# Bottom bracket sizing for Trek 820



## getagrip (Mar 26, 2008)

I'm rebuilding a 2005 Trek 820, and figuring out what bottom bracket size to go with has been difficult. I called a Trek store and they said they knew for sure that it was a 68, but they didn't know about spindle size.

I've got a buddy who has the tools to change the bottom bracket and crankset out, but we won't be hanging out again until the weekend. I really want to order my crankset and bottom bracket as soon as possible, so I came up with a way to measure it without taking the cranks all of the way off, but I don't know how accurate my measurements are.

What I did first was measure the distance between the out rings surrounding the part of the frame that holds the bottom bracket. I came up with 2 7/8". I then measured the distance from there to the short edge of the outside of the crank arms and came up with 1 1/4". I then measured the distance from the short edge of the inside of the crank arms to the edge of the spindle and came up with 13/32". 

Doing the math I came up with a total of 5.375" (total distance from short edge of crank arm to crank arm) and subtracted 0.8125" (total distance from short edge of inside of crank arm to edge of spindle or 26/32") from that number to get the estimated length of my spindle: 4.5625 inches or 115.887 mm. 

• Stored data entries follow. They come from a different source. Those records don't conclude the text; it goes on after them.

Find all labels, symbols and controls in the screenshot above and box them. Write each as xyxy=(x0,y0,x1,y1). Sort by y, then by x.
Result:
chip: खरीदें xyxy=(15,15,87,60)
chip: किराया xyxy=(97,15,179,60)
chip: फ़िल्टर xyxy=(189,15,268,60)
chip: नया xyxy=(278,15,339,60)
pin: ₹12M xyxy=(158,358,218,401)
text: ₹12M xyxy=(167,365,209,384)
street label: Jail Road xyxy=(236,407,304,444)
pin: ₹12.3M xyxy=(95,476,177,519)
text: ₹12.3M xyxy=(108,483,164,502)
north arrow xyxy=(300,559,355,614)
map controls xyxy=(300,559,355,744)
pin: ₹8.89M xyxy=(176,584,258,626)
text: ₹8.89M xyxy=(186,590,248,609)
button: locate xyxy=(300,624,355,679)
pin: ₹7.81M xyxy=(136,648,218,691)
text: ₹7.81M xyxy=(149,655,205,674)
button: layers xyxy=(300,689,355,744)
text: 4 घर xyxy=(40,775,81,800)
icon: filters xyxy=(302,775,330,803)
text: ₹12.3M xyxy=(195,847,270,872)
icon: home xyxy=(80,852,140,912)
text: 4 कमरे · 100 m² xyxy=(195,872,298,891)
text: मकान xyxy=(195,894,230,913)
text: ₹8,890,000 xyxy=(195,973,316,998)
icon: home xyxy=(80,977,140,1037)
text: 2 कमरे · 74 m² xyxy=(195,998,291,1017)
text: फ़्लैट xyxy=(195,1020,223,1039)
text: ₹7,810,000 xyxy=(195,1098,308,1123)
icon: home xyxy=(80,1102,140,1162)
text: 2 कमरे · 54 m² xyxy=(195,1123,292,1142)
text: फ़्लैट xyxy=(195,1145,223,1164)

I used a metal measuring tape using the "English" system to get the measurements, but I'm just not sure how accurate my measurements were since I wasn't measuring in millimeters, and because of the tricky angles involved at the end of the cranks and the inside of the spindle.

That being said...how accurate do you think my measurements are?


----------



## jeffj (Jan 13, 2004)

116mm square taper are not real common, but they are available:

http://cgi.ebay.com.au/Bottom-Bracket-Square-Taper-68-x-116mm-/370313298050


----------



## getagrip (Mar 26, 2008)

I did see a 68 x 115 mm bottom bracket:

http://www.jensonusa.com/store/product/BB309F06-Shimano+Un54+Bottom+Bracket.aspx

I believe that model will works with Shimano Alivio cranks - not sure about the Deore I'm looking at.

How do you know whether if it is square taper or not? Man there are a lot of technicalities! :madman:


----------



## jeffj (Jan 13, 2004)

getagrip said:


> I did see a 68 x 115 mm bottom bracket:
> 
> http://www.jensonusa.com/store/product/BB309F06-Shimano+Un54+Bottom+Bracket.aspx
> 
> ...


Check out sheldon brown dot com

There are lots of pages there that help you to figure out exactly what you have.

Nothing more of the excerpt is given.